Task description
Omit the pictures from the entries below and retype everything else exactly.

Dataset content

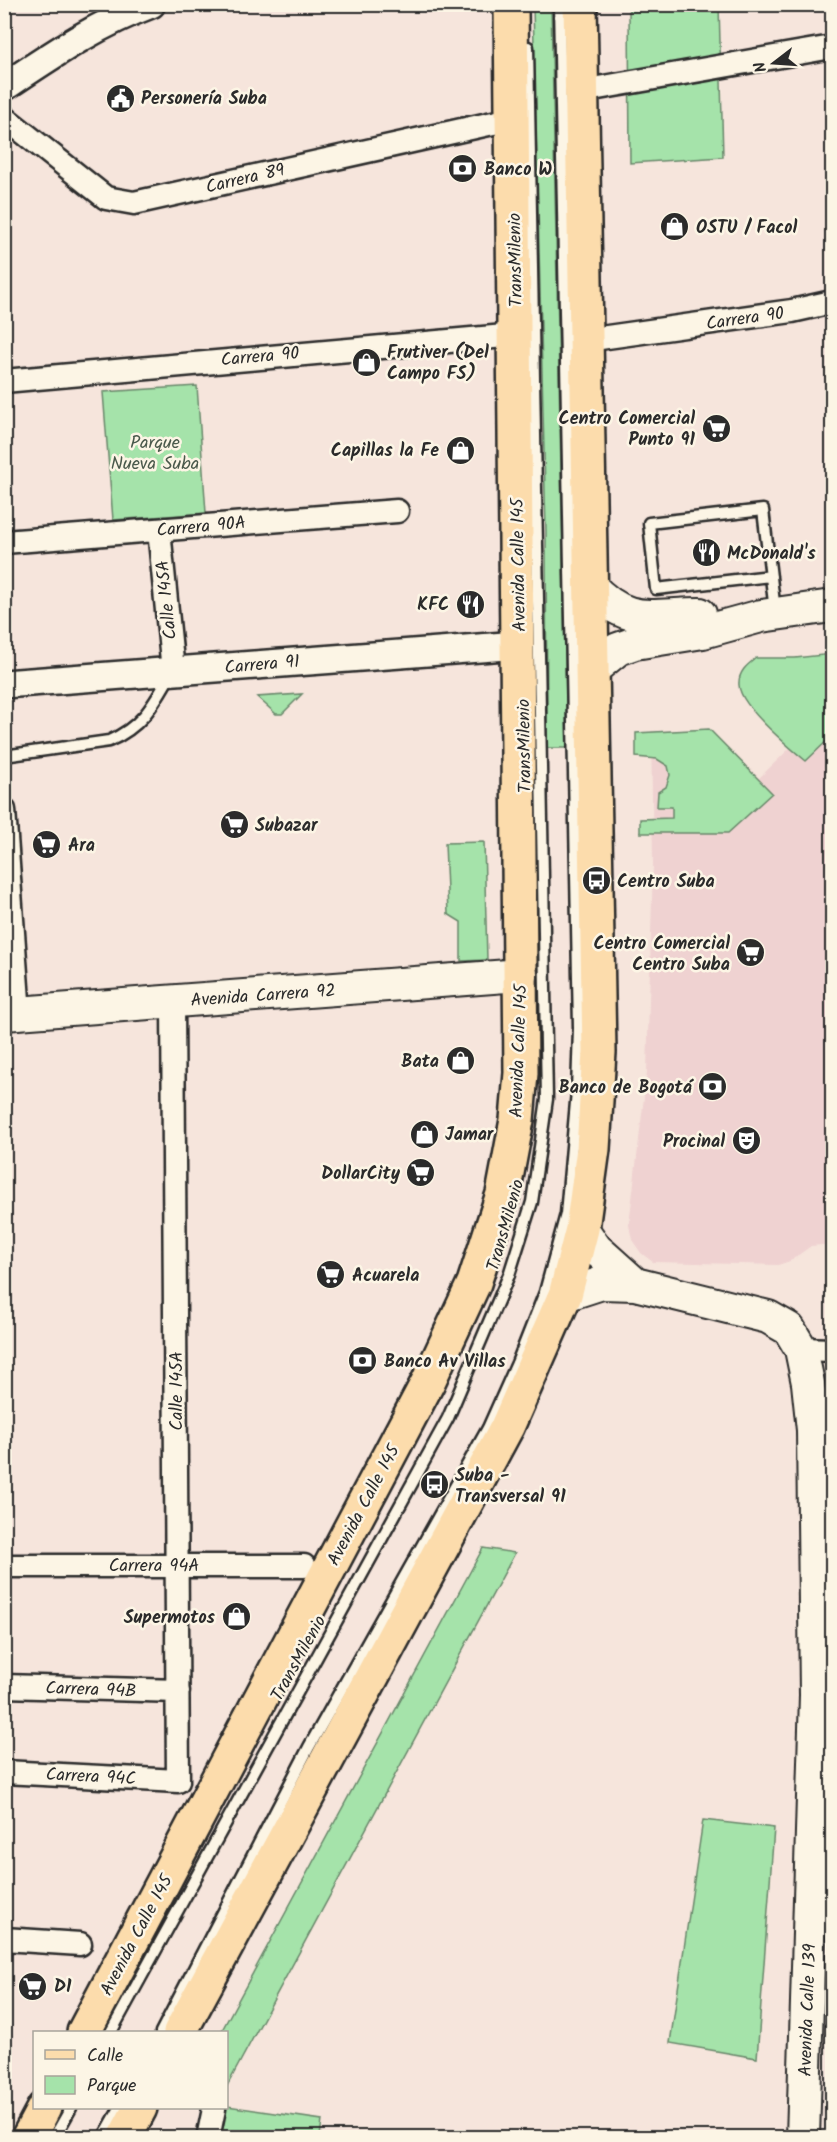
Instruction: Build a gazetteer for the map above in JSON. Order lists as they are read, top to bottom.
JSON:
{
  "streets": {
    "main road": ["Avenida Calle 145", "Avenida Carrera 92", "Avenida Calle 139"],
    "street": [
      "Carrera 89",
      "Carrera 90",
      "Carrera 90A",
      "Calle 145A",
      "Carrera 91",
      "Carrera 94A",
      "Carrera 94B",
      "Carrera 94C"
    ],
    "lane": ["TransMilenio"]
  },
  "crossings": [
    ["Carrera 89", "Avenida Calle 145"],
    ["Carrera 90", "Avenida Calle 145"],
    ["Carrera 90A", "Calle 145A"],
    ["Avenida Calle 145", "Carrera 91"],
    ["Avenida Calle 145", "Avenida Carrera 92"],
    ["Calle 145A", "Carrera 91"],
    ["Calle 145A", "Avenida Carrera 92"],
    ["Calle 145A", "Carrera 94A"],
    ["Calle 145A", "Carrera 94B"],
    ["Calle 145A", "Carrera 94C"]
  ],
  "parks": ["Parque Nueva Suba"],
  "places": {
    "public building": ["Personería Suba"],
    "bank": ["Banco W", "Banco de Bogotá", "Banco Av Villas"],
    "shop": [
      "OSTU / Facol",
      "Frutiver (Del Campo FS)",
      "Capillas la Fe",
      "Bata",
      "Jamar",
      "Supermotos"
    ],
    "supermarket": [
      "Centro Comercial Punto 91",
      "Subazar",
      "Ara",
      "Centro Comercial Centro Suba",
      "DollarCity",
      "Acuarela",
      "D1"
    ],
    "restaurant": ["McDonald's", "KFC"],
    "bus stop": ["Centro Suba", "Suba - Transversal 91"],
    "theatre": ["Procinal"]
  },
  "legend": ["Calle", "Parque"],
  "north": "left"
}
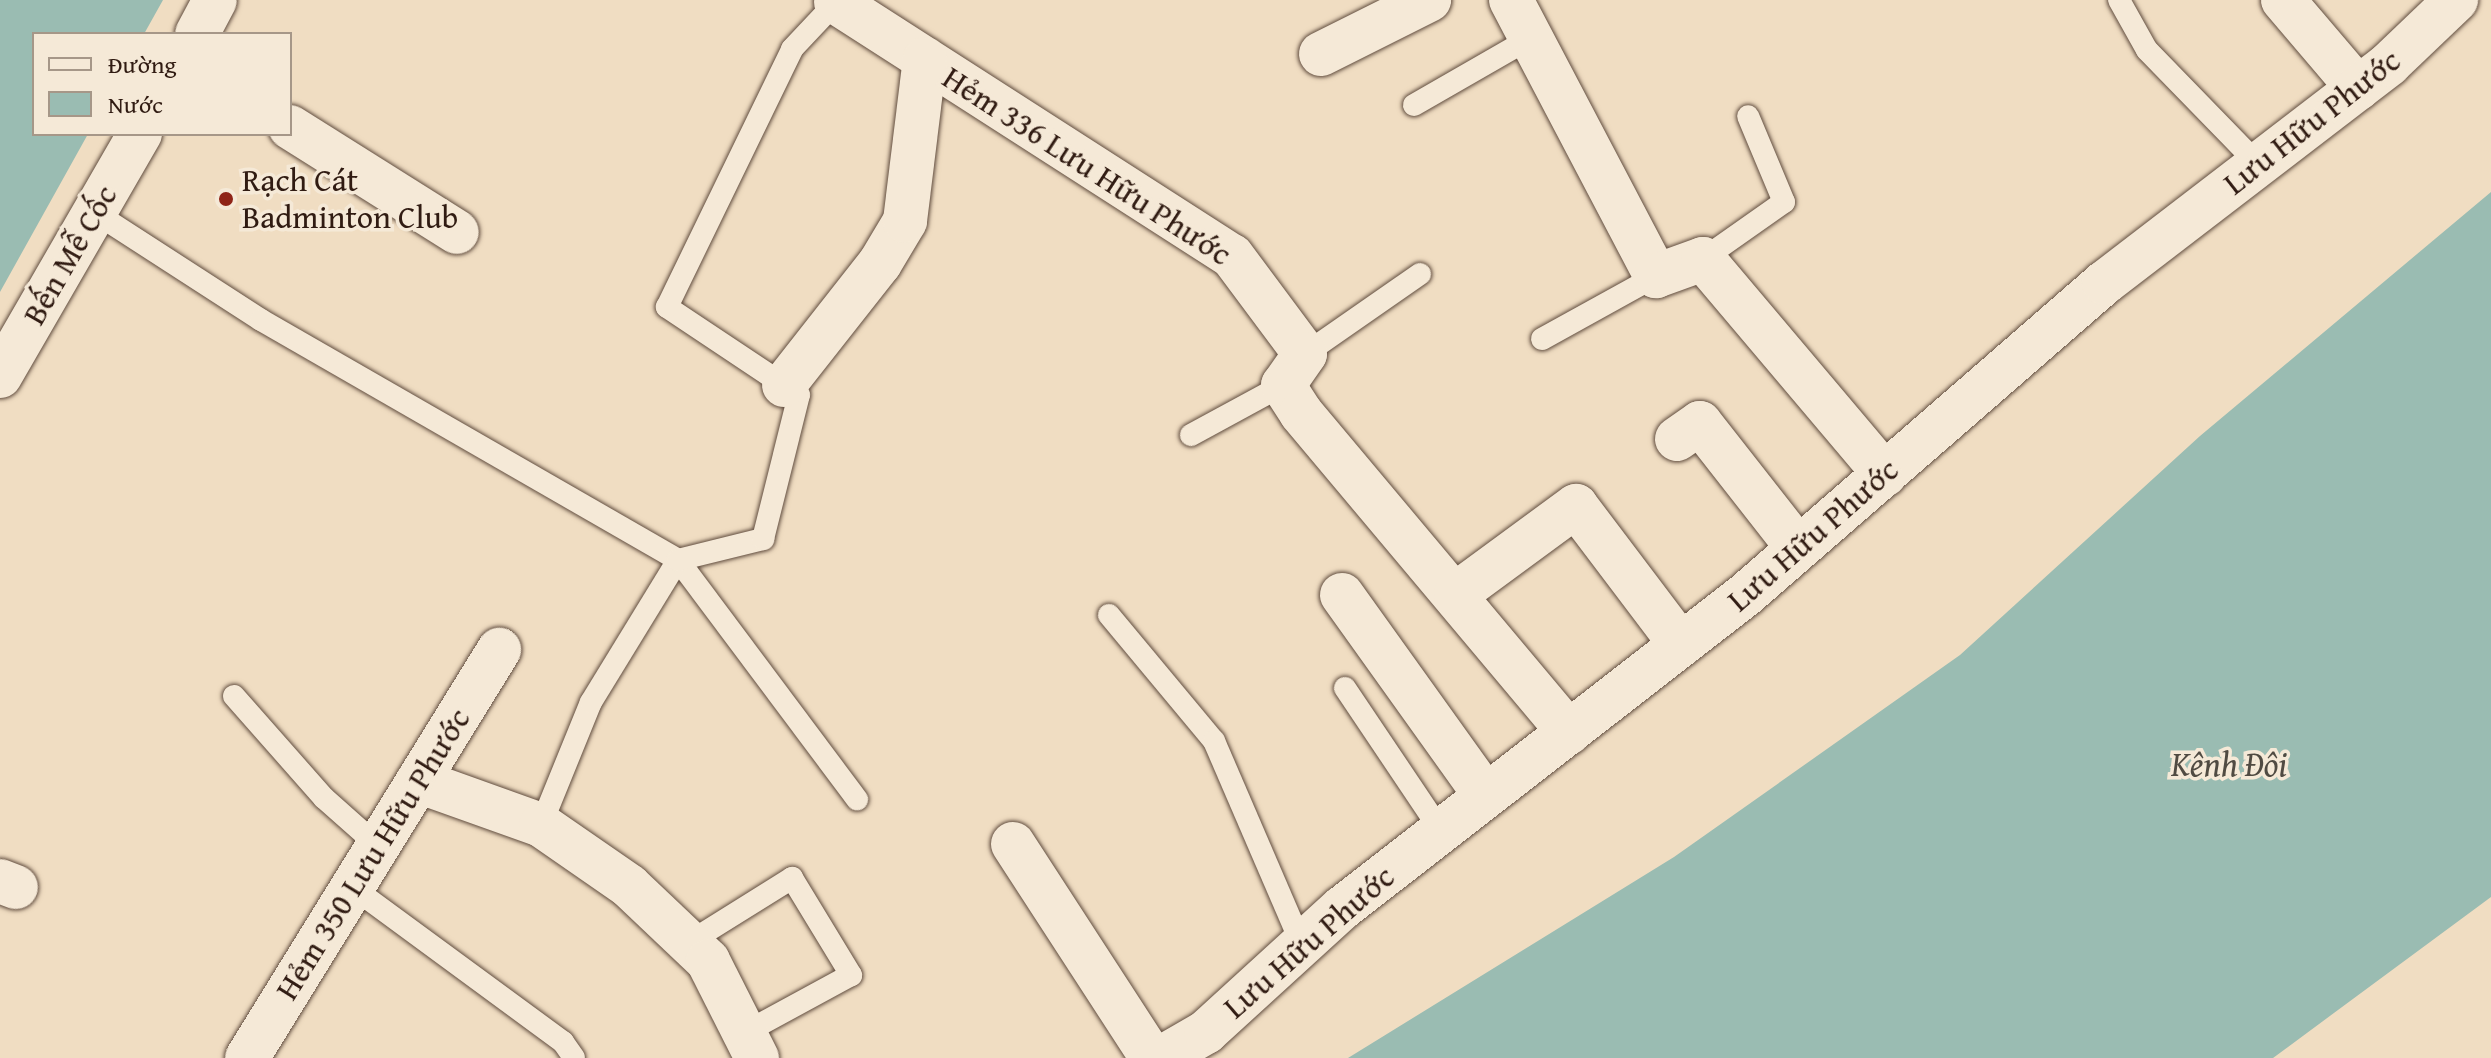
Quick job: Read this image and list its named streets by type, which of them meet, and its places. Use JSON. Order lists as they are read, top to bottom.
{
  "streets": {
    "street": [
      "Lưu Hữu Phước",
      "Hẻm 336 Lưu Hữu Phước",
      "Bến Mễ Cốc",
      "Hẻm 350 Lưu Hữu Phước"
    ]
  },
  "crossings": [
    ["Lưu Hữu Phước", "Hẻm 336 Lưu Hữu Phước"]
  ],
  "water": ["Kênh Đôi"],
  "places": ["Rạch Cát Badminton Club"],
  "legend": ["Đường", "Nước"]
}
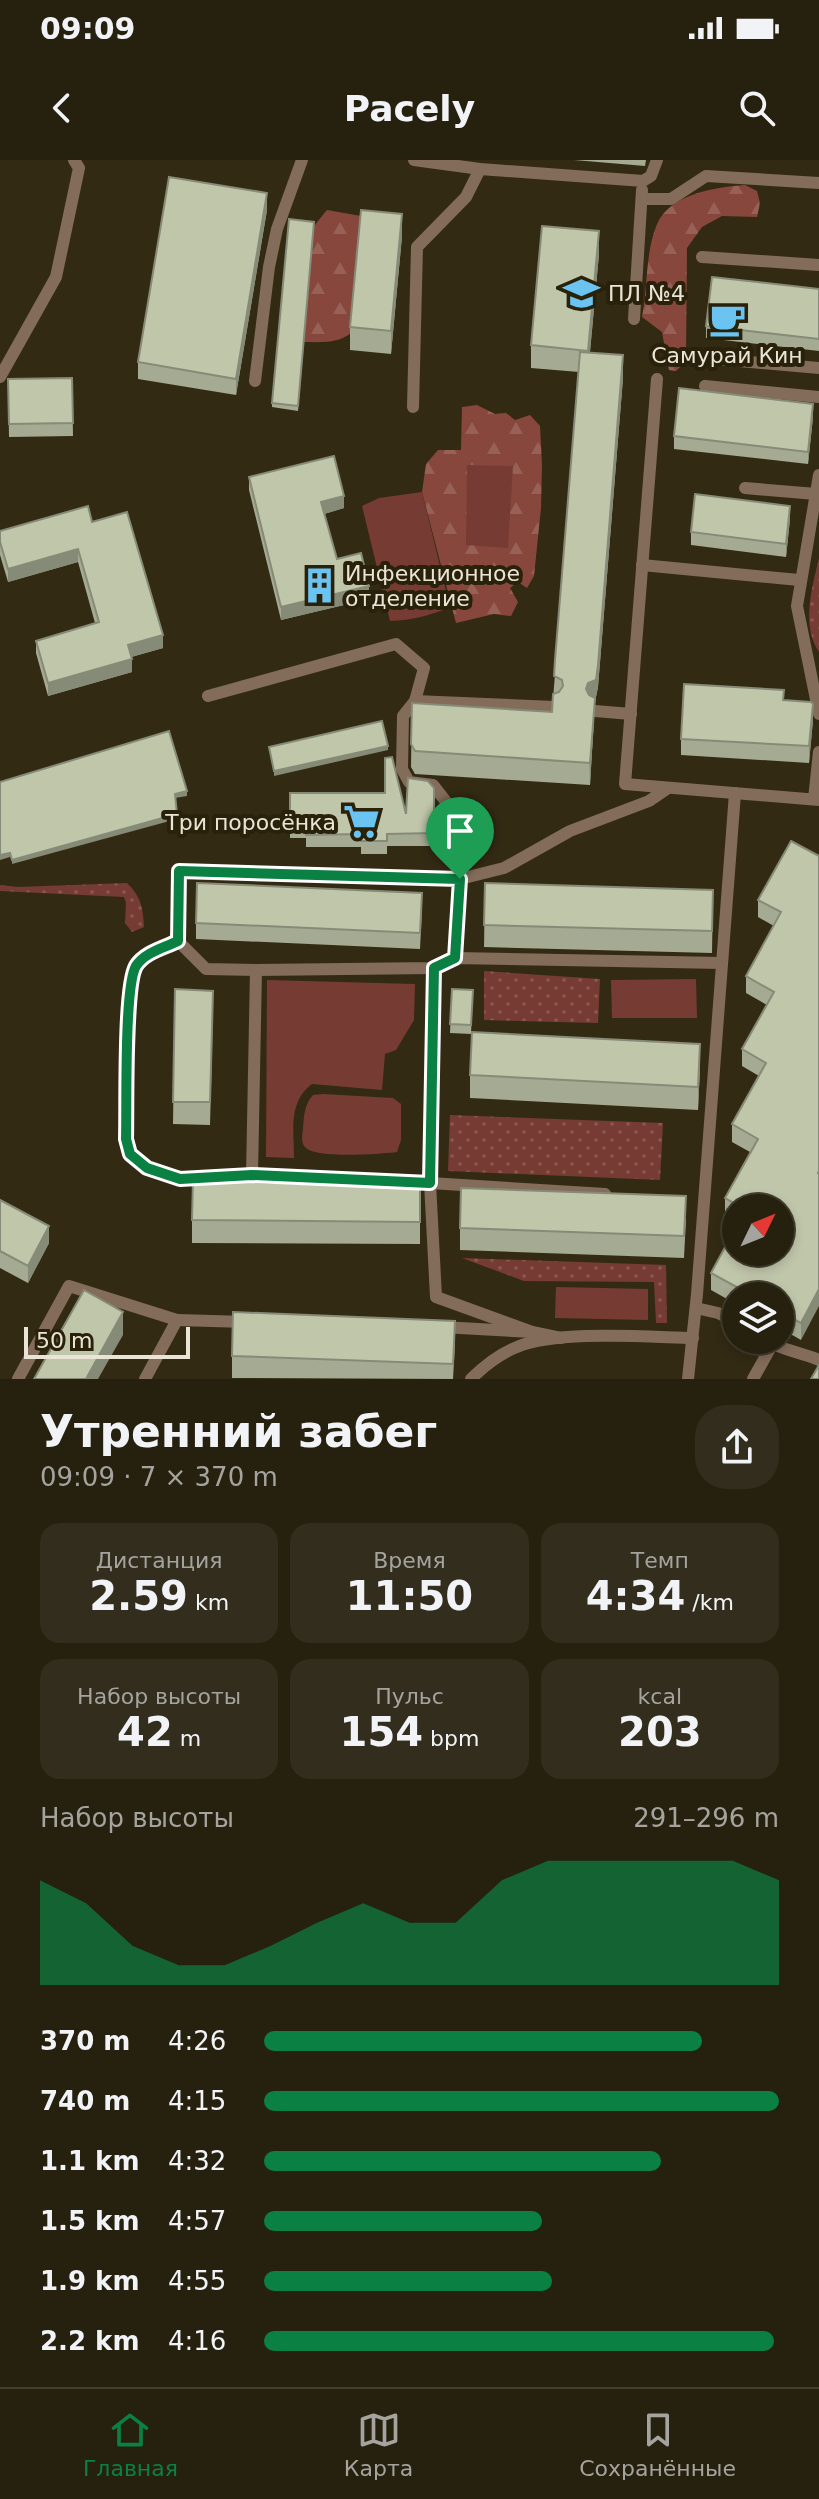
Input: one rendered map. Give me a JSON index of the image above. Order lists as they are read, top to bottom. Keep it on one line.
{"places":{"school or university":["ПЛ №4"],"cafe":["Самурай Кин"],"building":["Инфекционное отделение"],"supermarket":["Три поросёнка"]},"scale_bar":"50 m","north":"top right","page":{"status":"09:09","header":"Pacely","scale":"50 m","heading":["Утренний забег","09:09 · 7 × 370 m"],"stats":[["Дистанция","2.59 km"],["Время","11:50"],["Темп","4:34 /km"],["Набор высоты","42 m"],["Пульс","154 bpm"],["kcal","203"]],"chart":["Набор высоты","291–296 m"],"list":[{"name":"370 m","note":"4:26"},{"name":"740 m","note":"4:15"},{"name":"1.1 km","note":"4:32"},{"name":"1.5 km","note":"4:57"},{"name":"1.9 km","note":"4:55"},{"name":"2.2 km","note":"4:16"}],"tabs":["Главная","Карта","Сохранённые"]}}
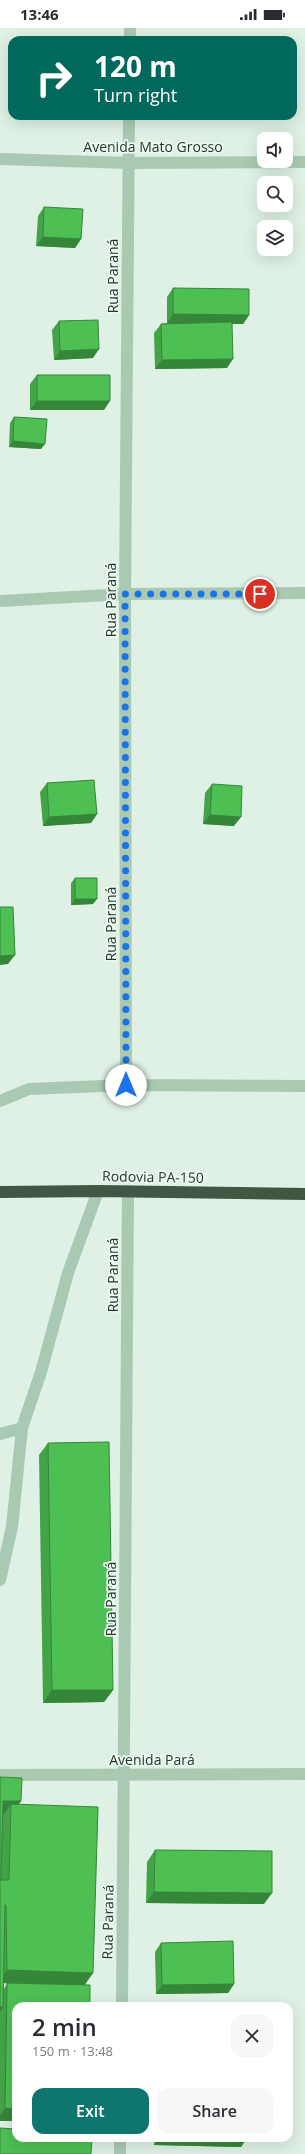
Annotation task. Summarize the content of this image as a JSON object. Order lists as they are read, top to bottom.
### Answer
{
  "streets": {
    "highway": ["Rodovia PA-150"],
    "street": ["Avenida Mato Grosso", "Rua Paraná", "Avenida Pará"]
  },
  "crossings": [
    ["Avenida Mato Grosso", "Rua Paraná"],
    ["Rua Paraná", "Rodovia PA-150"],
    ["Rua Paraná", "Avenida Pará"]
  ],
  "page": {
    "status": "13:46",
    "turn": ["120 m", "Turn right"],
    "heading": ["2 min", "150 m · 13:48"],
    "buttons": ["Exit", "Share"]
  }
}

Answer space
Instruction: Build a gazetteer for the map above in JSON. Order lists as they are read, top to bottom.
JSON:
{
  "streets": {
    "main road": ["Avenida Calle 145", "Avenida Carrera 92", "Avenida Calle 139"],
    "street": [
      "Carrera 89",
      "Carrera 90",
      "Carrera 90A",
      "Calle 145A",
      "Carrera 91",
      "Carrera 94A",
      "Carrera 94B",
      "Carrera 94C"
    ],
    "lane": ["TransMilenio"]
  },
  "crossings": [
    ["Carrera 89", "Avenida Calle 145"],
    ["Carrera 90", "Avenida Calle 145"],
    ["Carrera 90A", "Calle 145A"],
    ["Avenida Calle 145", "Carrera 91"],
    ["Avenida Calle 145", "Avenida Carrera 92"],
    ["Calle 145A", "Carrera 91"],
    ["Calle 145A", "Avenida Carrera 92"],
    ["Calle 145A", "Carrera 94A"],
    ["Calle 145A", "Carrera 94B"],
    ["Calle 145A", "Carrera 94C"]
  ],
  "parks": ["Parque Nueva Suba"],
  "places": {
    "public building": ["Personería Suba"],
    "bank": ["Banco W", "Banco de Bogotá", "Banco Av Villas"],
    "shop": [
      "OSTU / Facol",
      "Frutiver (Del Campo FS)",
      "Capillas la Fe",
      "Bata",
      "Jamar",
      "Supermotos"
    ],
    "supermarket": [
      "Centro Comercial Punto 91",
      "Subazar",
      "Ara",
      "Centro Comercial Centro Suba",
      "DollarCity",
      "Acuarela",
      "D1"
    ],
    "restaurant": ["McDonald's", "KFC"],
    "bus stop": ["Centro Suba", "Suba - Transversal 91"],
    "theatre": ["Procinal"]
  },
  "legend": ["Calle", "Parque"],
  "north": "left"
}
Quick job: Read this image and list its named streets by type, which of them meet, and its places. Use JSON. Order lists as they are read, top to bottom.
{
  "streets": {
    "street": [
      "Lưu Hữu Phước",
      "Hẻm 336 Lưu Hữu Phước",
      "Bến Mễ Cốc",
      "Hẻm 350 Lưu Hữu Phước"
    ]
  },
  "crossings": [
    ["Lưu Hữu Phước", "Hẻm 336 Lưu Hữu Phước"]
  ],
  "water": ["Kênh Đôi"],
  "places": ["Rạch Cát Badminton Club"],
  "legend": ["Đường", "Nước"]
}
Input: one rendered map. Give me a JSON index of the image above. Order lists as they are read, top to bottom. Keep it on one line.
{"places":{"school or university":["ПЛ №4"],"cafe":["Самурай Кин"],"building":["Инфекционное отделение"],"supermarket":["Три поросёнка"]},"scale_bar":"50 m","north":"top right","page":{"status":"09:09","header":"Pacely","scale":"50 m","heading":["Утренний забег","09:09 · 7 × 370 m"],"stats":[["Дистанция","2.59 km"],["Время","11:50"],["Темп","4:34 /km"],["Набор высоты","42 m"],["Пульс","154 bpm"],["kcal","203"]],"chart":["Набор высоты","291–296 m"],"list":[{"name":"370 m","note":"4:26"},{"name":"740 m","note":"4:15"},{"name":"1.1 km","note":"4:32"},{"name":"1.5 km","note":"4:57"},{"name":"1.9 km","note":"4:55"},{"name":"2.2 km","note":"4:16"}],"tabs":["Главная","Карта","Сохранённые"]}}
Annotation task. Summarize the content of this image as a JSON object. Order lists as they are read, top to bottom.
### Answer
{
  "streets": {
    "highway": ["Rodovia PA-150"],
    "street": ["Avenida Mato Grosso", "Rua Paraná", "Avenida Pará"]
  },
  "crossings": [
    ["Avenida Mato Grosso", "Rua Paraná"],
    ["Rua Paraná", "Rodovia PA-150"],
    ["Rua Paraná", "Avenida Pará"]
  ],
  "page": {
    "status": "13:46",
    "turn": ["120 m", "Turn right"],
    "heading": ["2 min", "150 m · 13:48"],
    "buttons": ["Exit", "Share"]
  }
}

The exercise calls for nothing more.